Better hygiene and pest control helped to eliminate the massive pandemics that periodically swept across the world. Fortunately, today, even those people unlucky enough to become infected with Yersinia pestis can readily be treated with a 10 to 14-day course of antibiotics such as doxycycline, gentamicin and ciprofloxacin.

While the discovery of antibiotics and their near-miraculous healing powers remains one of the biggest accomplishments of modern medicine, the rise of antimicrobial resistance (AMR) means that these drugs may soon be nearly useless.

‘Even the best drug will become obsolete if it is used improperly’

In 2019, antibiotic resistance directly caused the deaths of an estimated 1.27m people around the world and contributed to the deaths of an additional 3.68m. On its own, methicillin-resistant Staphylococus aureus (MRSA), which can result in sepsis and ventilator-associated pneumonia, caused more than 100,000 deaths worldwide in 2019.

While creating incentives to spur the development of new antimicrobial agents is one way to combat the rise in AMR, even the best drug will become obsolete if it is used improperly.

This challenge drives scientists to work towards reducing inappropriate antibiotic use and promoting more targeted therapies. These methods are being designed to rely on cutting-edge computational tools as much as biology and chemistry. By bringing these fields together, we can start to tackle the global AMR crisis.

A new approach to old diagnostics

Since the dawn of microbiology, scientists have identified bacteria by growing them in culture. Even under the best circumstances, it takes 12 to 24 hours to generate enough cells for an identification. Some types of bacteria take weeks, or even months, to grow. When faced with severe infections, that is time doctors do not have. They need an answer in minutes, not days.

Because they cannot afford to wait, doctors begin by prescribing broad-spectrum antibiotics that can kill a wide variety of bacterial species, and only switch to targeted narrow-spectrum therapies after the laboratory makes the identification. This technique is no doubt lifesaving, but it also perpetuates the development of AMR.
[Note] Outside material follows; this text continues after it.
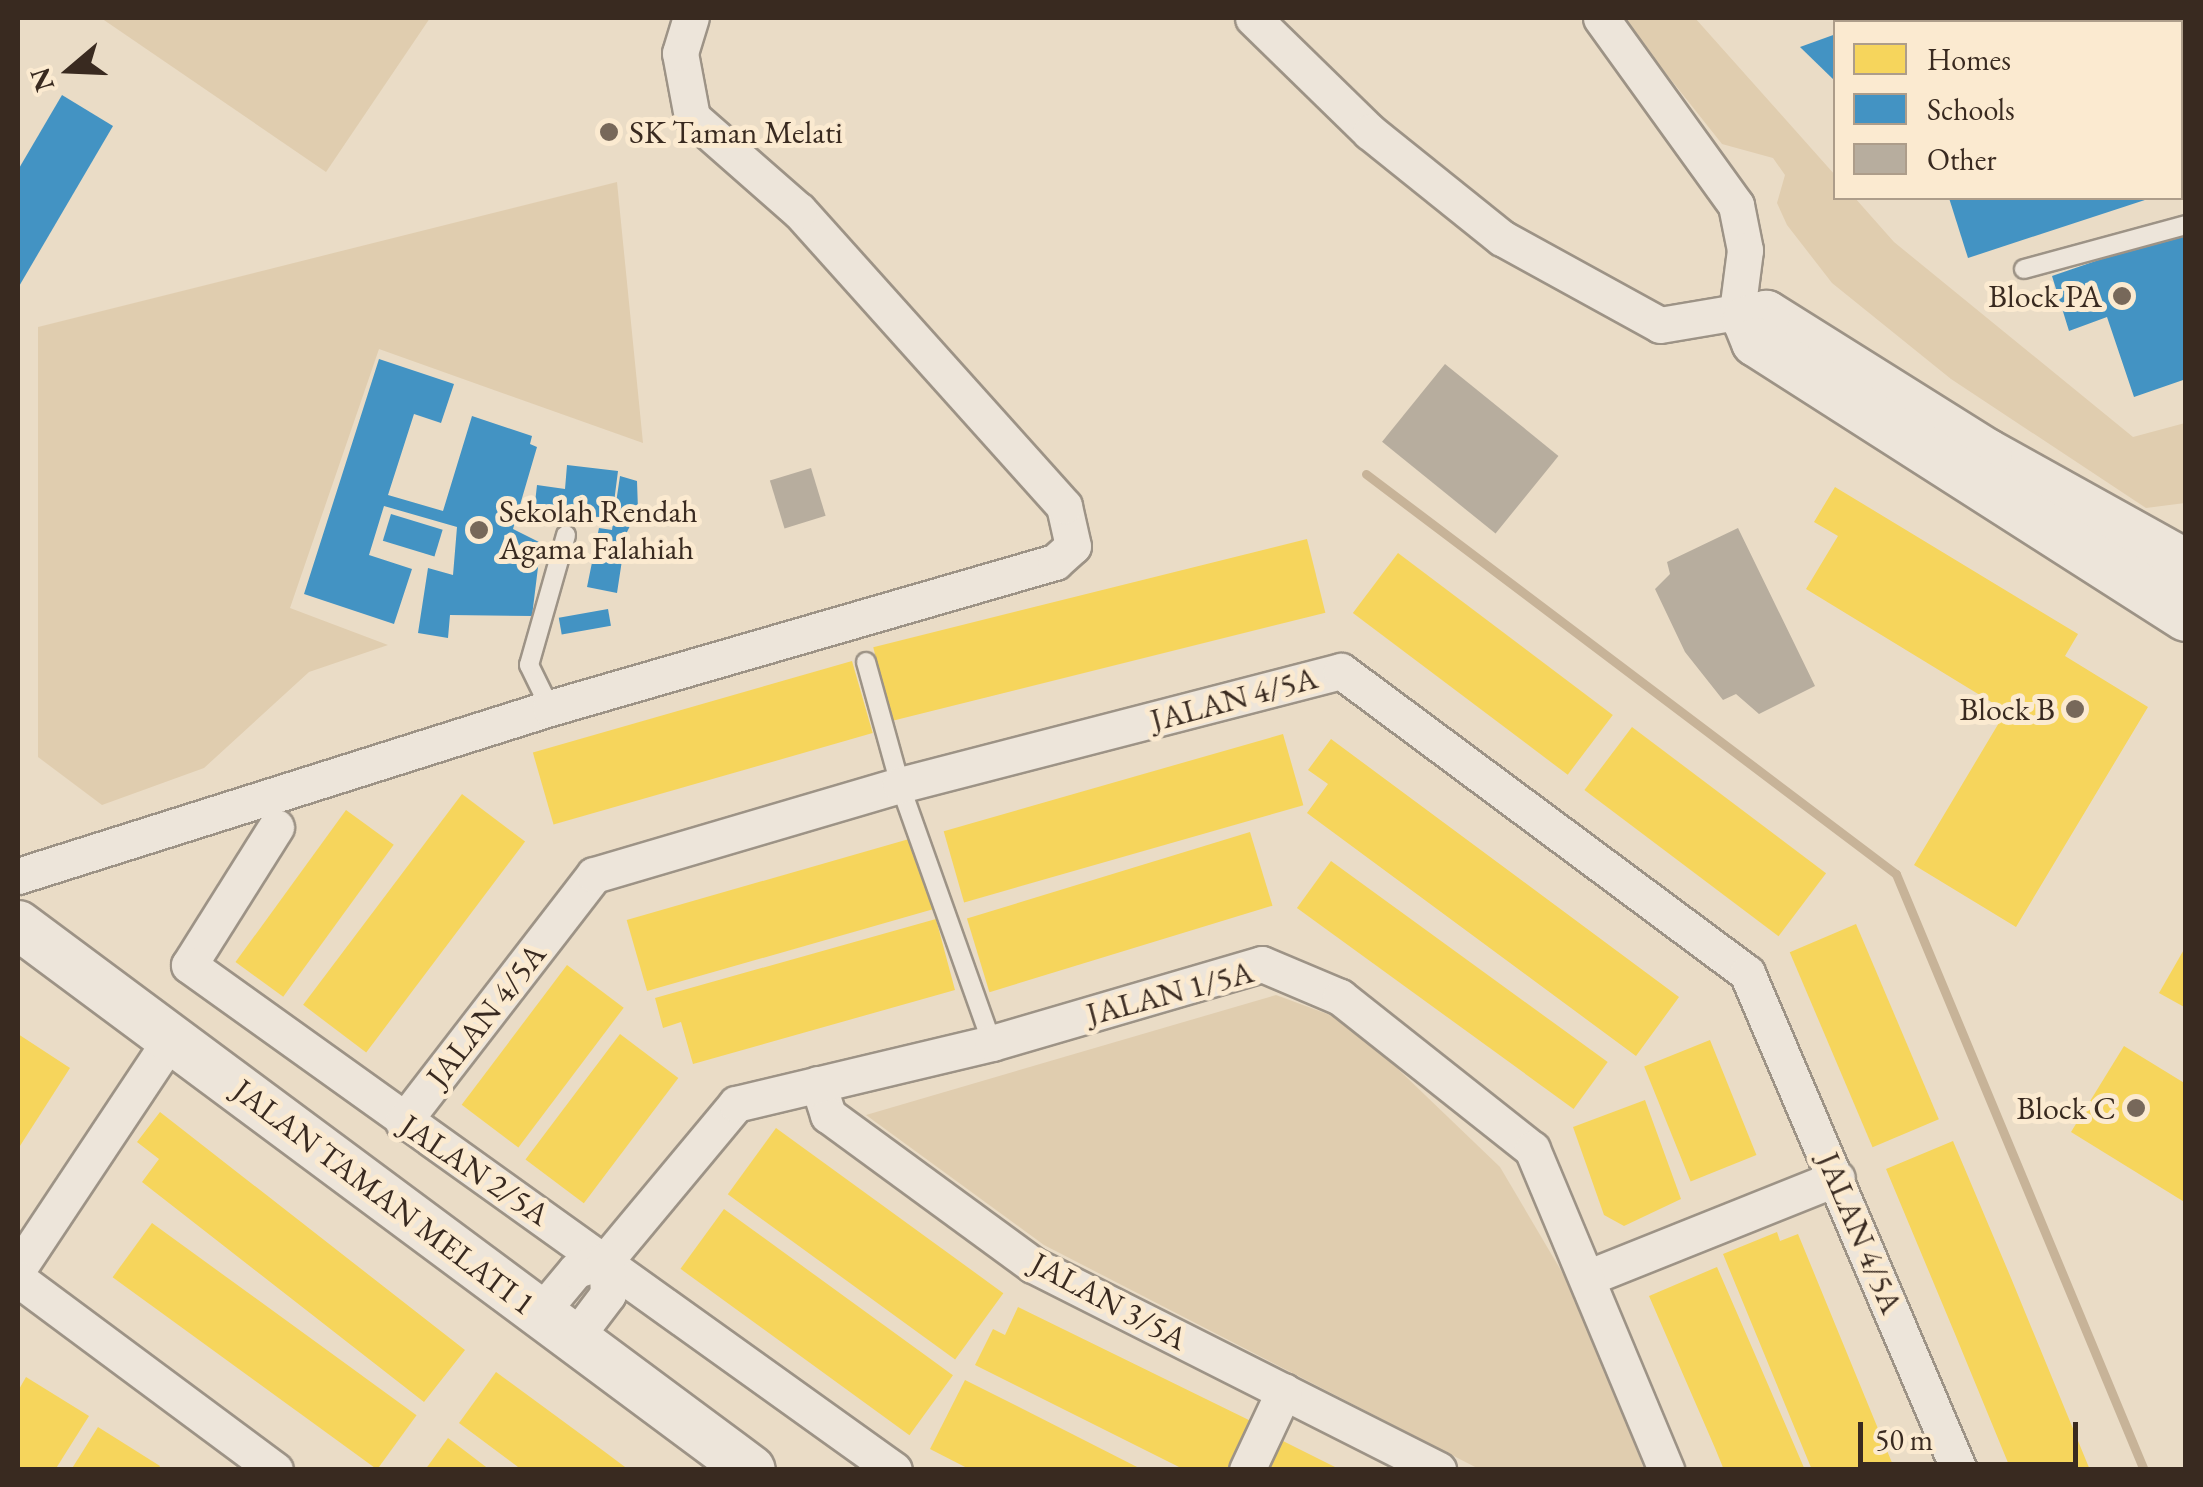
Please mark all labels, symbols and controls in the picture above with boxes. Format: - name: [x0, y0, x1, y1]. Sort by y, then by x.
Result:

To tackle this, researchers around the world have been working to invent better diagnostic tools that can enable bacterial identification in a timely manner. Innovative scientists, including researchers in France, are developing an approach that can identify not only bacterial species, but also the types of antibiotics to which they remain sensitive.
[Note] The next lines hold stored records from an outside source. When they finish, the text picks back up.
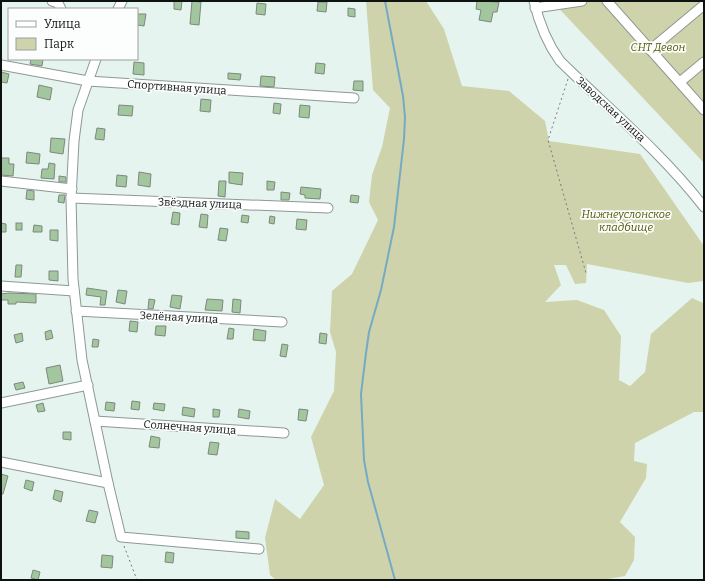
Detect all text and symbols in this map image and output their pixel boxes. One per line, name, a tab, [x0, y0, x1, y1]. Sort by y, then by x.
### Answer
legend	[8, 8, 138, 60]
text: Улица	[44, 17, 81, 31]
text: Парк	[44, 37, 74, 51]
park label: СНТ Девон	[631, 41, 686, 54]
street label: Заводская улица	[574, 74, 648, 145]
street label: Спортивная улица	[127, 78, 227, 97]
street label: Звёздная улица	[158, 196, 242, 211]
park label: Нижнеуслонское кладбище	[581, 208, 671, 234]
street label: Зелёная улица	[139, 309, 219, 326]
street label: Солнечная улица	[143, 418, 237, 437]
The researchers’ strategy relies on mass spectrometry (MS), which separates ionised molecules based on size and mass. Each molecule reveals a unique spectrum of peaks, and scientists can also use liquid chromatography to purify samples before MS to eliminate spectral ‘noise’.

By comparing the results in a sample to a database of known spectra, researchers can identify nearly every compound. Since different bacterial species contain different hallmark chemicals, researchers can use the molecules identified via MS to determine which bacteria are present.

Prof Jerome Lemoine of the Institute of Analytical Sciences and Prof François Vandenesch of the Hospices Civils de Lyon, Hôpital de la Croix Rousse, both in Lyon, France, have been working together to develop a new MS-based analytical method to rapidly identify bacteria from clinical samples donated by hospitals for research purposes. They wanted to use a strategy known as multiple reaction monitoring (MRM), which collects MS data during certain time points associated with target molecules.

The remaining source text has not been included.